How can I return multiple random elements from a List .
This question How to choose a random element from an array in Scala? refers to using :
import scala.util.Random
val A = Array("please", "help", "me")
Random.shuffle(A.toList).head
The mutable in me is thinking I could create a for loop and keep selecting the next random element (excluding the one already selected) and add that to a new List. Is there a more idiomatic/functional way to achieve this in Scala ?
The head method will return the first element of the list, but take(n) will return up to n elements from the front of the list. So after you shuffle the list, just use take:
def takeRandomN[A](n: Int, as: List[A]) =
scala.util.Random.shuffle(as).take(n)
If your list as is shorter than n then this will simply shuffle as.
It might seem like this is going to be slow for large lists that you only want a small subset from, but a random subset will be likely be uniformly sampled from the list, so you'll have to traverse the whole thing anyway. For an Array or other structure with random access, you can do better, but for List you cannot.

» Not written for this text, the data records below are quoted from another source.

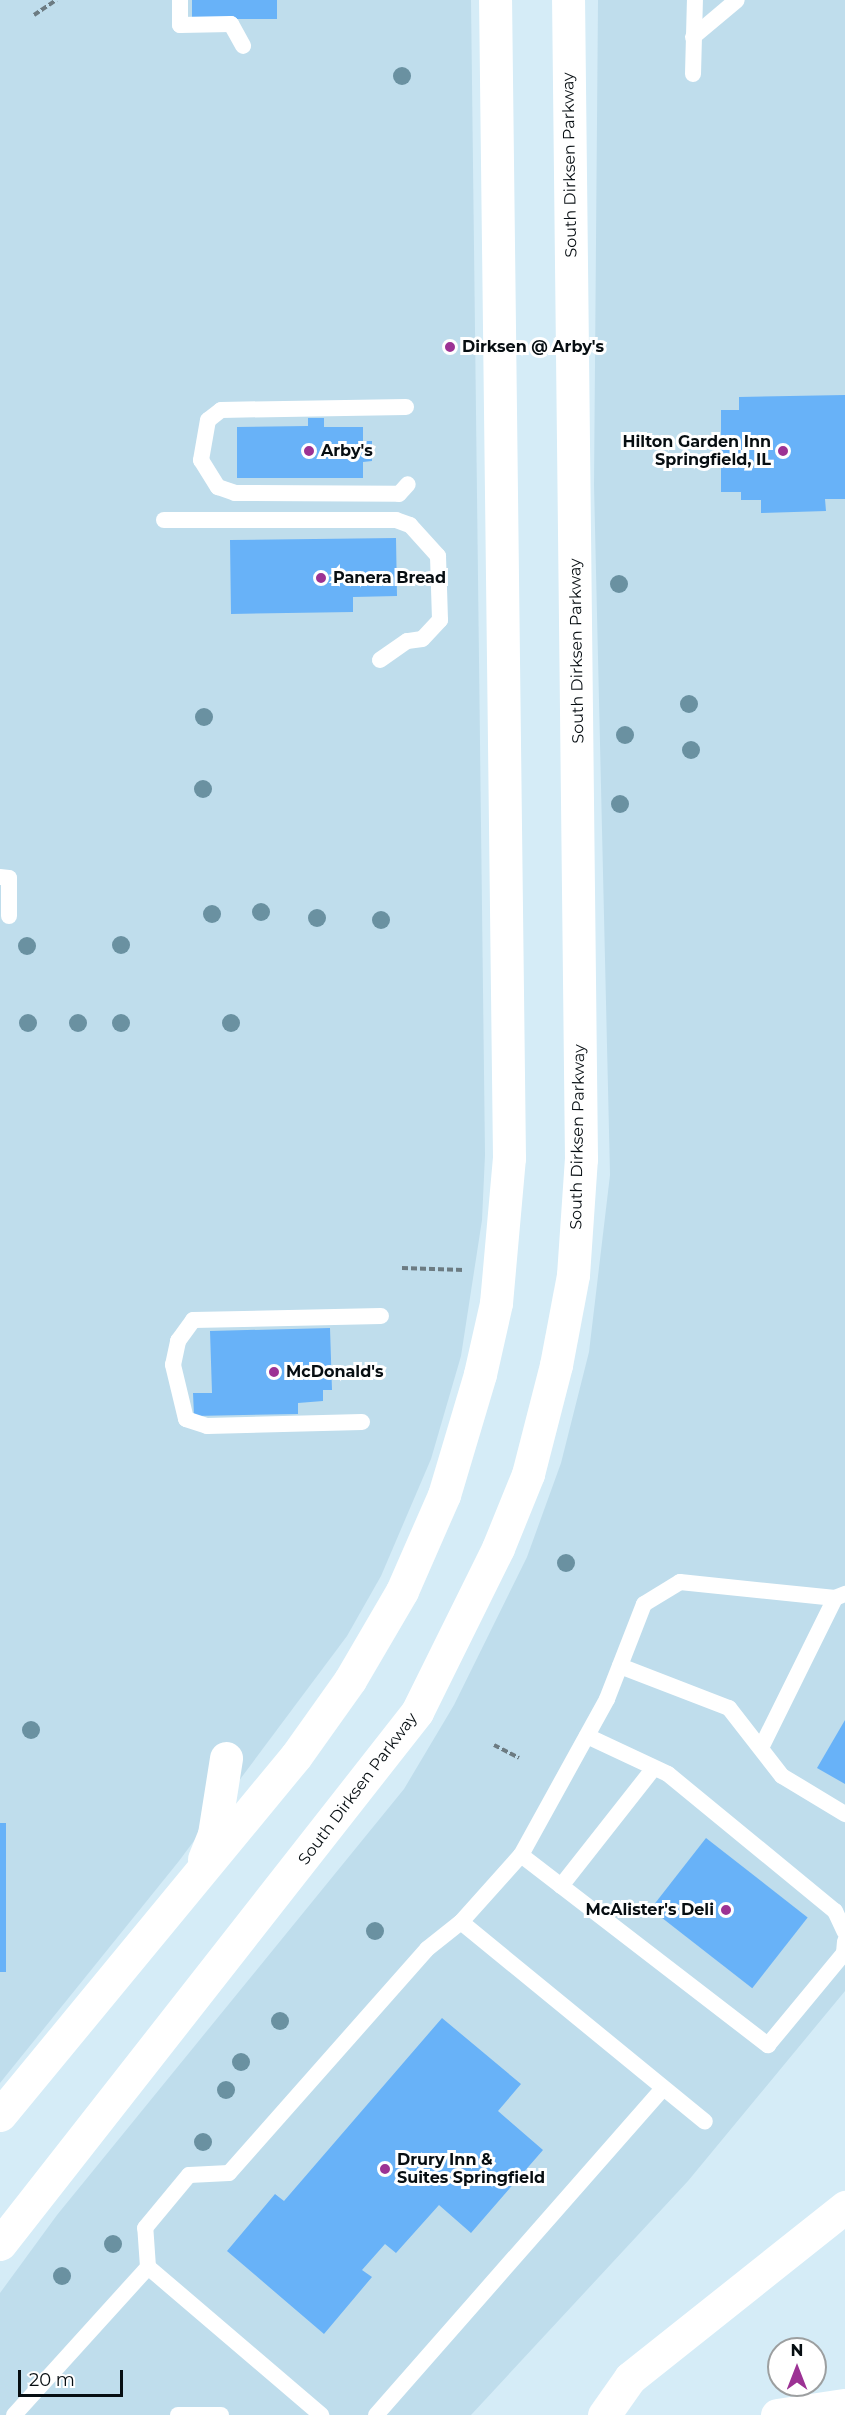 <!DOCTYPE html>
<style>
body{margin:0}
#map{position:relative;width:845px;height:2415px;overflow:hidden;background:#d5ecf7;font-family:Montserrat,sans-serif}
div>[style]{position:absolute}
.built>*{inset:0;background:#bfddec}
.building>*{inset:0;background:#68b2f8;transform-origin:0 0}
.path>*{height:4px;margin-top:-2px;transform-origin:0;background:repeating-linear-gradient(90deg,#6c7b82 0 6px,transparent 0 9px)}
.service>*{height:16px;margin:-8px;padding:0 8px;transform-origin:8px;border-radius:8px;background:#fff}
.secondary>*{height:33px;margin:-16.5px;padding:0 16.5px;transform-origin:16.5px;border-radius:16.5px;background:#fff}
.motorway>*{height:33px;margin:-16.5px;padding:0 16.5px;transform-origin:16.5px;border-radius:16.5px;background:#fff}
.trees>*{width:18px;height:18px;margin:-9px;border-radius:50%;background:#6a91a1}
.dots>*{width:16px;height:16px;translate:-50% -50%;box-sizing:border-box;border:3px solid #fff;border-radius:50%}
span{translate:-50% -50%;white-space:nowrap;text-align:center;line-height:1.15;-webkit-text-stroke:6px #fff;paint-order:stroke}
.street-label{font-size:16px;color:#070e12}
.poi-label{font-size:16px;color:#070e12;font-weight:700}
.left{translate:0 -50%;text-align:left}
.right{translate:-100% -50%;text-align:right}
.north{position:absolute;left:767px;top:2337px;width:60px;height:60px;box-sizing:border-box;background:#fff;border:2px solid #9c9fa0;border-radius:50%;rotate:0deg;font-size:16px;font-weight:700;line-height:24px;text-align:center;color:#070e12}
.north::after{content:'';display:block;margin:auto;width:21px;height:27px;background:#9c3294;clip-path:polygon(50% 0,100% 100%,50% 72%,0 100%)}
.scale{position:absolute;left:18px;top:2370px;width:105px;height:27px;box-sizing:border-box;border:3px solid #070e12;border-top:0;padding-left:8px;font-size:18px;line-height:21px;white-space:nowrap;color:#070e12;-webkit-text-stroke:4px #fff;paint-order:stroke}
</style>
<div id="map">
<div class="built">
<i style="clip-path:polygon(0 0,471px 0,485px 1155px,482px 1220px,461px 1356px,431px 1459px,381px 1576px,347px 1636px,179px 1861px,0 2083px)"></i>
<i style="clip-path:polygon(598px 0,845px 0,845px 1991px,688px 2181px,471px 2415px,0 2415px,0 2293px,57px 2215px,404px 1789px,454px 1705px,527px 1557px,561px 1463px,589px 1352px,610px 1175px,594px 485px)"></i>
</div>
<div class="building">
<i style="left:192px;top:0;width:85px;height:19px"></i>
<i style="clip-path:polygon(845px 395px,845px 499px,825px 499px,826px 511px,761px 513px,761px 500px,741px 500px,741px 492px,721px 492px,721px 410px,739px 410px,739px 397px)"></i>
<i style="clip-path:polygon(308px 418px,324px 418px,324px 427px,363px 427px,363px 441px,372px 441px,372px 461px,363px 462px,363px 478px,237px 478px,237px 427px,308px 426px)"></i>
<i style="clip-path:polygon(396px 538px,397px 596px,353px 597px,353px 612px,231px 614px,230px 540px)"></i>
<i style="clip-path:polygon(330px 1328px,332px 1390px,323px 1390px,323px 1401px,298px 1403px,298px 1414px,194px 1416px,193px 1393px,212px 1393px,210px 1331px)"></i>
<i style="clip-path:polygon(845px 1720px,845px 1784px,817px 1768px)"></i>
<i style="left:0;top:1823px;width:6px;height:149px"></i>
<i style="left:706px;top:1838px;width:129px;height:90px;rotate:38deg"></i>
<i style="clip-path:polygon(442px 2018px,521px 2084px,498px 2111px,543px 2150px,471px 2233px,439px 2205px,396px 2253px,385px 2244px,362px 2270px,372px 2277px,324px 2334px,227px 2251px,275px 2194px,284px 2201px)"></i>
</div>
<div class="path">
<i style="left:34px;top:15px;width:27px;rotate:-34deg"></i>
<i style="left:402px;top:1268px;width:62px;rotate:1.8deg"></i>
<i style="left:494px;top:1745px;width:28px;rotate:27deg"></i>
</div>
<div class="service">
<i style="left:180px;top:0;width:25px;rotate:90deg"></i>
<i style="left:180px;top:25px;width:51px;rotate:-1.1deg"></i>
<i style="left:231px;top:24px;width:25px;rotate:61deg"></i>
<i style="left:693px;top:37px;width:57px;rotate:-40.1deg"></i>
<i style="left:693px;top:74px;width:74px;rotate:-88.5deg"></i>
<i style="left:406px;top:407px;width:185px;rotate:179.1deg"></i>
<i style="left:221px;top:410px;width:16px;rotate:142deg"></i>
<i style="left:208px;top:420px;width:41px;rotate:99.9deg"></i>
<i style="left:201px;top:460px;width:32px;rotate:58deg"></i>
<i style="left:218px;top:487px;width:18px;rotate:19deg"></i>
<i style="left:235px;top:493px;width:164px;rotate:0.3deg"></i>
<i style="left:399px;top:494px;width:13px;rotate:-48deg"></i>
<i style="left:164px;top:520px;width:232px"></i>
<i style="left:396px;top:520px;width:15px;rotate:20deg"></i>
<i style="left:410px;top:525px;width:42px;rotate:47.9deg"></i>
<i style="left:438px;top:556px;width:64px;rotate:88.2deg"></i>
<i style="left:440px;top:620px;width:26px;rotate:133deg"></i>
<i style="left:422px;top:639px;width:15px;rotate:172deg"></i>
<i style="left:407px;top:641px;width:33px;rotate:145deg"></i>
<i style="left:0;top:877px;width:9px;rotate:6deg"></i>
<i style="left:9px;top:878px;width:38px;rotate:90deg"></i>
<i style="left:362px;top:1422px;width:155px;rotate:178.5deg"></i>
<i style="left:207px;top:1426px;width:22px;rotate:-162deg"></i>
<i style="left:186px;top:1419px;width:56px;rotate:-103.5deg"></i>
<i style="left:173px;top:1365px;width:25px;rotate:-78deg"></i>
<i style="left:178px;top:1341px;width:26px;rotate:-54deg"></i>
<i style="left:193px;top:1320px;width:188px;rotate:-1.2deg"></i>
<i style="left:620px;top:1666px;width:117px;rotate:21.1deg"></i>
<i style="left:729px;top:1708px;width:86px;rotate:52.1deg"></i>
<i style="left:782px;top:1776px;width:74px;rotate:31.1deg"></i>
<i style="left:587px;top:1736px;width:89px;rotate:25.1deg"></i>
<i style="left:668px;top:1774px;width:216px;rotate:39.4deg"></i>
<i style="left:835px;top:1911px;width:23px;rotate:65deg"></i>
<i style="left:761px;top:1748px;width:167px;rotate:-63.7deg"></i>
<i style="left:521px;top:1855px;width:312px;rotate:37.6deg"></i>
<i style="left:768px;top:2045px;width:119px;rotate:-50.4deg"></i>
<i style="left:844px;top:1953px;width:12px;rotate:-85deg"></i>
<i style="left:561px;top:1886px;width:150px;rotate:-51.8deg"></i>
<i style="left:461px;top:1922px;width:315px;rotate:39.3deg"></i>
<i style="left:148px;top:2267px;width:228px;rotate:40.5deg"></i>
<i style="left:14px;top:2415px;width:200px;rotate:-47.8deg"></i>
<i style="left:148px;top:2267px;width:39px;rotate:-94deg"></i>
<i style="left:145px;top:2228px;width:69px;rotate:-50.3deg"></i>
<i style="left:189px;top:2175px;width:40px;rotate:-2.9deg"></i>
<i style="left:229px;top:2173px;width:299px;rotate:-48.5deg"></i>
<i style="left:427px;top:1949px;width:43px;rotate:-38.5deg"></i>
<i style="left:461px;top:1922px;width:90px;rotate:-48.2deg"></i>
<i style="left:521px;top:1855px;width:178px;rotate:-61.1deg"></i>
<i style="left:607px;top:1699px;width:102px;rotate:-68.7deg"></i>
<i style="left:644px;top:1604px;width:42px;rotate:-31.4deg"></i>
<i style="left:680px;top:1582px;width:156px;rotate:5.9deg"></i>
<i style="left:835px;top:1598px;width:11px;rotate:-22deg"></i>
<i style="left:178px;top:2415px;width:43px"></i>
<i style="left:376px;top:2415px;width:435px;rotate:-48.7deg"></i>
</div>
<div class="secondary">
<i style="left:204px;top:1859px;width:27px;rotate:-68deg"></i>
<i style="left:214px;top:1834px;width:77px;rotate:-81deg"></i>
<i style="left:0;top:2115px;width:465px;rotate:-50.5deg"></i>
<i style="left:296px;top:1756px;width:93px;rotate:-54.6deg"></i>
<i style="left:350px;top:1680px;width:103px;rotate:-59.7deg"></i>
<i style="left:402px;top:1591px;width:105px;rotate:-66.4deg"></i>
<i style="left:444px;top:1495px;width:126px;rotate:-73.4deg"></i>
<i style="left:480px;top:1374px;width:73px;rotate:-77.3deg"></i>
<i style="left:496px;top:1303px;width:146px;rotate:-84.9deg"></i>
<i style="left:509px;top:1158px;width:1158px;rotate:-90.69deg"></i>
<i style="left:0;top:2244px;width:676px;rotate:-51.91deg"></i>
<i style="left:417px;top:1712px;width:183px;rotate:-63.7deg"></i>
<i style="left:498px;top:1548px;width:80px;rotate:-67.9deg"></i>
<i style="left:528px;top:1474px;width:113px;rotate:-75.6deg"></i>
<i style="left:556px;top:1365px;width:92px;rotate:-79.3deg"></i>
<i style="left:573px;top:1275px;width:116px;rotate:-86.1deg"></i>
<i style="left:581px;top:1159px;width:1159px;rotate:-90.64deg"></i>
</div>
<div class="motorway">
<i style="left:604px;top:2415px;width:45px;rotate:-54.9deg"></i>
<i style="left:630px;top:2378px;width:275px;rotate:-38.5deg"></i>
<i style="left:777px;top:2415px;width:69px;rotate:-8.4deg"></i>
</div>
<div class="trees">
<i style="left:402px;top:76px"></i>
<i style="left:619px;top:584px"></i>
<i style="left:689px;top:704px"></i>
<i style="left:204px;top:717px"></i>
<i style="left:625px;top:735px"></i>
<i style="left:691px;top:750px"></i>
<i style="left:203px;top:789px"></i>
<i style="left:620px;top:804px"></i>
<i style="left:261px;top:912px"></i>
<i style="left:212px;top:914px"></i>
<i style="left:317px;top:918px"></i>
<i style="left:381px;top:920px"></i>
<i style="left:121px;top:945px"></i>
<i style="left:27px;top:946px"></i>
<i style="left:28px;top:1023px"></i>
<i style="left:78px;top:1023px"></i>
<i style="left:121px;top:1023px"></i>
<i style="left:231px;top:1023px"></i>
<i style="left:566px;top:1563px"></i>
<i style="left:31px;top:1730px"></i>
<i style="left:375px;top:1931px"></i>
<i style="left:280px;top:2021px"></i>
<i style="left:241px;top:2062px"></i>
<i style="left:226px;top:2090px"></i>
<i style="left:203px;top:2142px"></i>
<i style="left:113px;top:2244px"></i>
<i style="left:62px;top:2276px"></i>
</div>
<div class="dots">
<i style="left:450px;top:347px;background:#9c3294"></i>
<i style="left:309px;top:451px;background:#9c3294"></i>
<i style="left:783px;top:451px;background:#9c3294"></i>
<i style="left:321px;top:578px;background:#9c3294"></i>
<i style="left:274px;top:1372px;background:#9c3294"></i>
<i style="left:726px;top:1910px;background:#9c3294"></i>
<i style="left:385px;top:2169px;background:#9c3294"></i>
</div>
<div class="street-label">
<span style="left:570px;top:165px;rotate:-91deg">South Dirksen Parkway</span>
<span style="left:577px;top:651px;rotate:-91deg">South Dirksen Parkway</span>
<span style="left:578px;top:1137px;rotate:-89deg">South Dirksen Parkway</span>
<span style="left:358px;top:1789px;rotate:-53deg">South Dirksen Parkway</span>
</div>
<div class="poi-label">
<span class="left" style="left:462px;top:347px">Dirksen @ Arby's</span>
<span class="right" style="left:771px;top:451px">Hilton Garden Inn<br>Springfield, IL</span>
<span class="left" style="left:321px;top:451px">Arby's</span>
<span class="left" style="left:333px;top:578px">Panera Bread</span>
<span class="left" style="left:286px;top:1372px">McDonald's</span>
<span class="right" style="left:714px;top:1910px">McAlister's Deli</span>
<span class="left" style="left:397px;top:2169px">Drury Inn &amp;<br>Suites Springfield</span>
</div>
<div class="north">N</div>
<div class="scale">20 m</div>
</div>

More "conservative" variant without using mutables/vars. Just for the sake of exercise:
def takeRandomFrom[T](n: Int, list: List[T]): List[T] = {
@tailrec
def innerTake(n:Int, list: List[T], result: List[T]): List[T] = {
if (n == 0 || list.isEmpty) {
result
} else {
innerTake(n - 1, list.tail, list.head :: result)
}
}
innerTake(n, Random.shuffle(list), Nil)
}
takeRandomFrom(2, Array("please", "help", "me").toList)
Random.shuffle(A.toList).take(n)Random.shuffle(A.toIndexedSeq).take(n)is better.